Problem: Health insurance benefits are weak
Health insurance that does not cover the services individuals and families need, at cost-sharing levels they can afford, is a way of rationing care. Thirty-four percent of people seeking coverage on the individual market reported having trouble finding coverage that met their needs. And almost half have trouble when they have a pre-existing condition. Insurance companies limit their risk by limiting benefits. Specifically, insurers:
- Exclude basic benefits. Insurance companies ration care by offering coverage on the individual market that covers fewer services than coverage available through employer-sponsored plans. Today, every state mandates a different set of medical services be included in every health insurance policy, but there is no national minimum for what services health insurance must cover. The result: depending on the state, families with coverage on the individual market may not have access to needed services such as chemotherapy or even well-child visits, which are so critical for basic preventative care.
- Cap lifetime benefits. Insurance companies can limit the total amount a policy will pay out for policyholders over the course of their lives. While these lifetime limits are in the millions of dollars, if individuals with serious illnesses reach those limits they essentially no longer have health coverage. Over 90 percent of Preferred Provider Organization policies on the individual market have lifetime limits, putting individuals at risk for costs.
- Exclude preexisting medical conditions. Insurers try to limit benefits by selling people policies that specifically exclude care for the medical conditions they already have. In nine states, insurers are allowed to permanently exclude preexisting conditions from coverage. Just four states limit the waiting period insurers can impose to less than a year. In 32 states and the District of Columbia, having a symptom of a medical condition, even if it went undiagnosed or untreated, counts as a pre-existing condition. All of these exclusions mean there are cases where an individual is found to have a pre-existing condition when they didn’t even know they had one. To determine if there is a preexisting condition, 25 states and the District of Columbia say that insurance companies can review your medical history going back further than a year. Thirteen have no limit on how far back they can look.
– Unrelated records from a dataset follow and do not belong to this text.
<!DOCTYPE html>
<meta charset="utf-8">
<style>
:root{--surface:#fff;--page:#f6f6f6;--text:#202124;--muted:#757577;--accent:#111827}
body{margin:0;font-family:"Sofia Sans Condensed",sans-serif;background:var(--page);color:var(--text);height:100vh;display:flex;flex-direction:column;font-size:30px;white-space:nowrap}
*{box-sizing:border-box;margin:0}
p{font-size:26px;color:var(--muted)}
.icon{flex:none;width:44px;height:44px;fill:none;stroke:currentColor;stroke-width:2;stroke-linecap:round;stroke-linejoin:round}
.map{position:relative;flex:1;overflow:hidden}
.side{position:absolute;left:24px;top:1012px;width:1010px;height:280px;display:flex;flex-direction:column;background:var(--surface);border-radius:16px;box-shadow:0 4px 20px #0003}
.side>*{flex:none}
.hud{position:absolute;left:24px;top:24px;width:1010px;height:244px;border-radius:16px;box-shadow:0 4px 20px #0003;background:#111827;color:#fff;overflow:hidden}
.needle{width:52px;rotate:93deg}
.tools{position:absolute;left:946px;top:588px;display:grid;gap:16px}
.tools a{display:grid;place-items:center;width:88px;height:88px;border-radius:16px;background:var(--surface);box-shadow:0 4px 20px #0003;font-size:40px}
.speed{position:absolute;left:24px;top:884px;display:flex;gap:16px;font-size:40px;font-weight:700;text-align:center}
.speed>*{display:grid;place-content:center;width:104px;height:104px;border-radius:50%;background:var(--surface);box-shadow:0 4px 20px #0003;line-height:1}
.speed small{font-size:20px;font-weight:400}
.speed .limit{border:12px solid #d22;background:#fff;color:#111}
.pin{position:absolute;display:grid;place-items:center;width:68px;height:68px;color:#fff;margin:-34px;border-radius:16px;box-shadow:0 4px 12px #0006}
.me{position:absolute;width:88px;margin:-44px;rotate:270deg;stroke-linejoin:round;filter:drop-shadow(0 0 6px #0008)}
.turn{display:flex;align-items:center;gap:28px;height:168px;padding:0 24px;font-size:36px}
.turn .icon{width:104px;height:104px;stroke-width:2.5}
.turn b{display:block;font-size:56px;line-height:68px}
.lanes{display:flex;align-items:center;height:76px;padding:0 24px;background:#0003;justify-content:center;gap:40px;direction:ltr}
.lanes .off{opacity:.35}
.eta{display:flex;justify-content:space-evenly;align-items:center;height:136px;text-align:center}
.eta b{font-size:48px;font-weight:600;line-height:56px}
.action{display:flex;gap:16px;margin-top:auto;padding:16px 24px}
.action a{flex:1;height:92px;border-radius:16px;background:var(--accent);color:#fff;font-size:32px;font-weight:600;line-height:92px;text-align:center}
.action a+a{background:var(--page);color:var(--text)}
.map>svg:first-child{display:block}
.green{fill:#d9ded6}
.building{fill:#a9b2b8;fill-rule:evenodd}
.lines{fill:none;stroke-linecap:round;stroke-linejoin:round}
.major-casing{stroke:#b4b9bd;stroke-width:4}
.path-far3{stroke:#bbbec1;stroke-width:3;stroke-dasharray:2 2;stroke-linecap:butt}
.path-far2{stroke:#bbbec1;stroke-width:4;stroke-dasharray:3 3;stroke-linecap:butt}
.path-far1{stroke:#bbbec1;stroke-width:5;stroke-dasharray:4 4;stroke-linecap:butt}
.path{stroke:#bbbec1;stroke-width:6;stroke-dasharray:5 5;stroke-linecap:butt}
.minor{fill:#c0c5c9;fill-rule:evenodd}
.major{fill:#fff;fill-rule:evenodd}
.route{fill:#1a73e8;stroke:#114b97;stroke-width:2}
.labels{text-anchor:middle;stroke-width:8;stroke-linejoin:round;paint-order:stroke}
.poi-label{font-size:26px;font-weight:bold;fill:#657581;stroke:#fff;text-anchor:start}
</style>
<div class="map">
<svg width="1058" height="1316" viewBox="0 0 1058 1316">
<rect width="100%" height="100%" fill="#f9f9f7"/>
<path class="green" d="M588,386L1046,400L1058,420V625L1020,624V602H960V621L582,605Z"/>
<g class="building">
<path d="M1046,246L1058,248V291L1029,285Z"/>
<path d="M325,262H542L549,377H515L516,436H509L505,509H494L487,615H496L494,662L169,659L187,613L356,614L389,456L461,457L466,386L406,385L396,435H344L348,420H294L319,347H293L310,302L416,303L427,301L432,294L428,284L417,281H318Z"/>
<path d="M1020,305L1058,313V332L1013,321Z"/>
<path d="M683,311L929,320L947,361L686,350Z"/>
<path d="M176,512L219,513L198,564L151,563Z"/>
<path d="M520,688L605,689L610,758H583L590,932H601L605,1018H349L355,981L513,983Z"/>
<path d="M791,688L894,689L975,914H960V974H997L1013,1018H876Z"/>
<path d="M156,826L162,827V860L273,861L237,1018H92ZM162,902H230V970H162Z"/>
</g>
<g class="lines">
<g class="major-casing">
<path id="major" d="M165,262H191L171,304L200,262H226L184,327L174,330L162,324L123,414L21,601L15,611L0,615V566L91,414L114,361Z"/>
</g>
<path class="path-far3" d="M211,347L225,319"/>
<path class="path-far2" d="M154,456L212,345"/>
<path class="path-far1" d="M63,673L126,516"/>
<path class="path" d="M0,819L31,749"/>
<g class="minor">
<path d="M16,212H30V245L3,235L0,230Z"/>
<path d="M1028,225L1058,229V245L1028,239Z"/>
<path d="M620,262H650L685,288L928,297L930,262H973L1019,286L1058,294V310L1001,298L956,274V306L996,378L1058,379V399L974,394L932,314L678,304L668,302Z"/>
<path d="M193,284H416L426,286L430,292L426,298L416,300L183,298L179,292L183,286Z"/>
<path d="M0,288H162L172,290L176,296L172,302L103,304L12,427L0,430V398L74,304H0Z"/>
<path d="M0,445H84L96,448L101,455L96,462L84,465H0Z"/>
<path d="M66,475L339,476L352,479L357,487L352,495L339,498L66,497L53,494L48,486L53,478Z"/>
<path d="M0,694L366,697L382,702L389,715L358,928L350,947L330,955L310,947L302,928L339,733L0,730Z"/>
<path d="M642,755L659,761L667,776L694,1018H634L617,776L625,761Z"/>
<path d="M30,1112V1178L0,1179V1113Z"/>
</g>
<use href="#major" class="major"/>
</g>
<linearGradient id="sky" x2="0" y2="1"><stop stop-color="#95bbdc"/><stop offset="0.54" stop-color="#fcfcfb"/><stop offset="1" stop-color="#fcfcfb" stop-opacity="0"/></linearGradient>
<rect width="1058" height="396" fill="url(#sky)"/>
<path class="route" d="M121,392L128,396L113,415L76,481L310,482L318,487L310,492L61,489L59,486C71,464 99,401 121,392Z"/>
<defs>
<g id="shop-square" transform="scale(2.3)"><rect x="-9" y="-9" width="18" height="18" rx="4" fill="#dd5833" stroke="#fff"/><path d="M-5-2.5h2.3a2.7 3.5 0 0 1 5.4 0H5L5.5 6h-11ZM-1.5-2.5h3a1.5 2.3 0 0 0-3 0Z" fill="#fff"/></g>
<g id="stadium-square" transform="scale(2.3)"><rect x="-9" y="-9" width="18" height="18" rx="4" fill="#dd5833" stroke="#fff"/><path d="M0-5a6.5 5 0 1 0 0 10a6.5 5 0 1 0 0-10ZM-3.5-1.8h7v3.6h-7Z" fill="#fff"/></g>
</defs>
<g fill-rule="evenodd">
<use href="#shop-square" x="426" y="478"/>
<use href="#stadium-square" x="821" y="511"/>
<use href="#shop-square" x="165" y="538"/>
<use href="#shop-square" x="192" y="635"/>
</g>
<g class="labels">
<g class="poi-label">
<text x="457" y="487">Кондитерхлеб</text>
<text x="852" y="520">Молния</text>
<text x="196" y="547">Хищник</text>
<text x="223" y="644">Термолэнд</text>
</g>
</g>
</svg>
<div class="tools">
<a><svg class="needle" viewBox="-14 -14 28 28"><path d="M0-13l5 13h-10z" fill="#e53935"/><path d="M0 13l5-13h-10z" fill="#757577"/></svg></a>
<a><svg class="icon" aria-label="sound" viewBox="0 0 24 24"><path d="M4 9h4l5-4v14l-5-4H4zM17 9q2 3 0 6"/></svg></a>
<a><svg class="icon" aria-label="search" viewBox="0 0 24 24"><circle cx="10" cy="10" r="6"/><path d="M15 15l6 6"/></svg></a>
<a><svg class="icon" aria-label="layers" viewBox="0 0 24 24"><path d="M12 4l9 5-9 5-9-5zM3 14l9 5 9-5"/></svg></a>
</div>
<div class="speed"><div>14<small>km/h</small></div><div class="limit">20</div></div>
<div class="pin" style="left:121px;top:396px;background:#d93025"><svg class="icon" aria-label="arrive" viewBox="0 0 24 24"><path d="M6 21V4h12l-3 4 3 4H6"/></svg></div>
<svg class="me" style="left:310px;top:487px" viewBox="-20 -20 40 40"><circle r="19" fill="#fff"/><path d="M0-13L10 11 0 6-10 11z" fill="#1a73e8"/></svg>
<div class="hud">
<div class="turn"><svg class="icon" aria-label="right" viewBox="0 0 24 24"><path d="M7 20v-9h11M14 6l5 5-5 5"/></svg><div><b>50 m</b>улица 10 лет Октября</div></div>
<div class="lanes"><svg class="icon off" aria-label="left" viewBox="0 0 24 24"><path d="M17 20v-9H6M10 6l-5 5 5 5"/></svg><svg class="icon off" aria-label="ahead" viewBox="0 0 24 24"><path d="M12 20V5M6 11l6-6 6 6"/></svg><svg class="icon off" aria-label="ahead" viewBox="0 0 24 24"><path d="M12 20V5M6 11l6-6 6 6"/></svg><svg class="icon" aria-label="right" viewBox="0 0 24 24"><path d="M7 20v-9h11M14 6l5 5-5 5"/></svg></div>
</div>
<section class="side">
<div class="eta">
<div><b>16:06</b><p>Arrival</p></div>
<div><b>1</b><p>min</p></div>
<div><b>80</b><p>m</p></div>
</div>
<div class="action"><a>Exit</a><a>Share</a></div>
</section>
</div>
Solution: Health reform will make coverage adequate
Health reform will include the basic medical services that families need, such as the services listed in the health reform bill being drafted in the house, which include:
- Hospitalization.
- Prescription drugs.
- Maternity benefits.
- Well-child care.
This comprehensive coverage will ensure all families can purchase insurance that covers the benefits they need and deserve. No one plans to get sick, or knows what kind of medical care they may one day need. Comprehensive health care reform will ensure that no one has to find out when they get sick that a necessary treatment has been excluded from their coverage.
Conclusion
Comprehensive health care reform will ensure all American know they can purchase health coverage that will meet their needs today and in the future. Our health care system will no longer allow insurance companies to ration care based on who is healthy enough not to need it, or wealthy enough to pay for it.